On the way back to South Africa on SS Kildonan Castle (November 13-30, 1909), while penning his thoughts on the subject of Indian Home Rule, Gandhi sternly castigated the propounders of the cult of assassination in his exchange between the Reader and the Editor: “...It is a cowardly thought, that of killing others. Whom do you suppose to free by assassination?... Those who believe that India has gained by Dhingra’s act and other similar acts in India make a serious mistake. Dhingra was a patriot, but his love was blind. He gave his body in a wrong way; its ultimate result can only be mischievous” (page 226). 

Gopalkrishna Gandhi gives the Gandhi-Savarkar meeting of October 24, 1909 a complete miss in Book IV, which is devoted to the year 1909 and consists of 69 pages. This omission is all the more glaring because Dhingra’s hit represents the first success of Savarkar’s cult of assassination as if it were a dry run for assassinations planned for the future. It is also poignant, as 39 years later, on May 24, 1948, nine persons, including the assassin Nathuram Vinayak Godse and Vinayak Damodar Savarkar, were arraigned on Gandhi’s assassination. All, except Savarkar, were convicted and sentenced, and two among them, Godse and Narayan Dattatraya Apte, were sent to the gallows. Later, on appeal in the High Court, two more of the convicted conspirators were acquitted. More than 18 years after Gandhi’s assassination and eight months after Savarkar’s death, the Government of India set up the Justice Kapur commission in November 1966 to probe Gandhi’s assassination which concluded: “... facts taken together were destructive of any theory other than the conspiracy to murder by Savarkar and his group.” 

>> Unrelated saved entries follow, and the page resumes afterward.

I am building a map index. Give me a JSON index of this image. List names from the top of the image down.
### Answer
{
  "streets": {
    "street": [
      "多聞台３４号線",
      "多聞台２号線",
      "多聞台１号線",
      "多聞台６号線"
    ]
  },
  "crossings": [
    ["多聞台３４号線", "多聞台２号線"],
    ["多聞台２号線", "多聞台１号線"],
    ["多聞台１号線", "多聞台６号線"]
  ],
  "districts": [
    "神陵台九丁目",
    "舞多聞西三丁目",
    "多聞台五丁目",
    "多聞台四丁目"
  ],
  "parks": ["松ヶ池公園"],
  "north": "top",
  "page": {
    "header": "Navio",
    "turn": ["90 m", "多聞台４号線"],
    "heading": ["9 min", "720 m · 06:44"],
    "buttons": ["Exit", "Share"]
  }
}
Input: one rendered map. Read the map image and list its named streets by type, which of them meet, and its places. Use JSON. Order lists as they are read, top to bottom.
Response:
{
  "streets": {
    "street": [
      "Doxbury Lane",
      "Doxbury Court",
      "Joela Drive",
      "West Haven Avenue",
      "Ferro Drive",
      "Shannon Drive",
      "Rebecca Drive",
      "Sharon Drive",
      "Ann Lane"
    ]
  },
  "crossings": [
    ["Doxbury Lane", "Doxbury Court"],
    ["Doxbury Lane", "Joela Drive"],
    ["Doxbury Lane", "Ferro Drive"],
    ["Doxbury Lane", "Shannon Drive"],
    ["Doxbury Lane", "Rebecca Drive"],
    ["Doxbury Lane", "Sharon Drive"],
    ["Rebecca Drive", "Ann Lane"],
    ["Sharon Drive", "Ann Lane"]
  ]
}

There is an uncanny and eerie replication of the 1909 assassination in the 1948 assassination of Gandhi, and the figure of Savarkar lurks in the background of both.

On July 1, 1909, Madan Lal Dhingra assassinated Sir W.H. Curzon-Wyllie at the Imperial Institute, South Kensington, London, firing five shots from a Colt’s automatic magazine pistol at point-blank range on Curzon-Wyllie’s face. Before the assassination, Dhingra practised using the pistol at a shooting range at 92, Tottenham Court Road, London.

On January 30, 1948, Nathuram Vinayak Godse assassinated Gandhi at Birla House, Albuquerque Road, New Delhi, firing three shots from a 9-mm Beretta Model 1934 semi-automatic pistol at point-blank range into his chest. Before the assassination, Godse practised using the pistol in the jungle behind Reading Road, New Delhi.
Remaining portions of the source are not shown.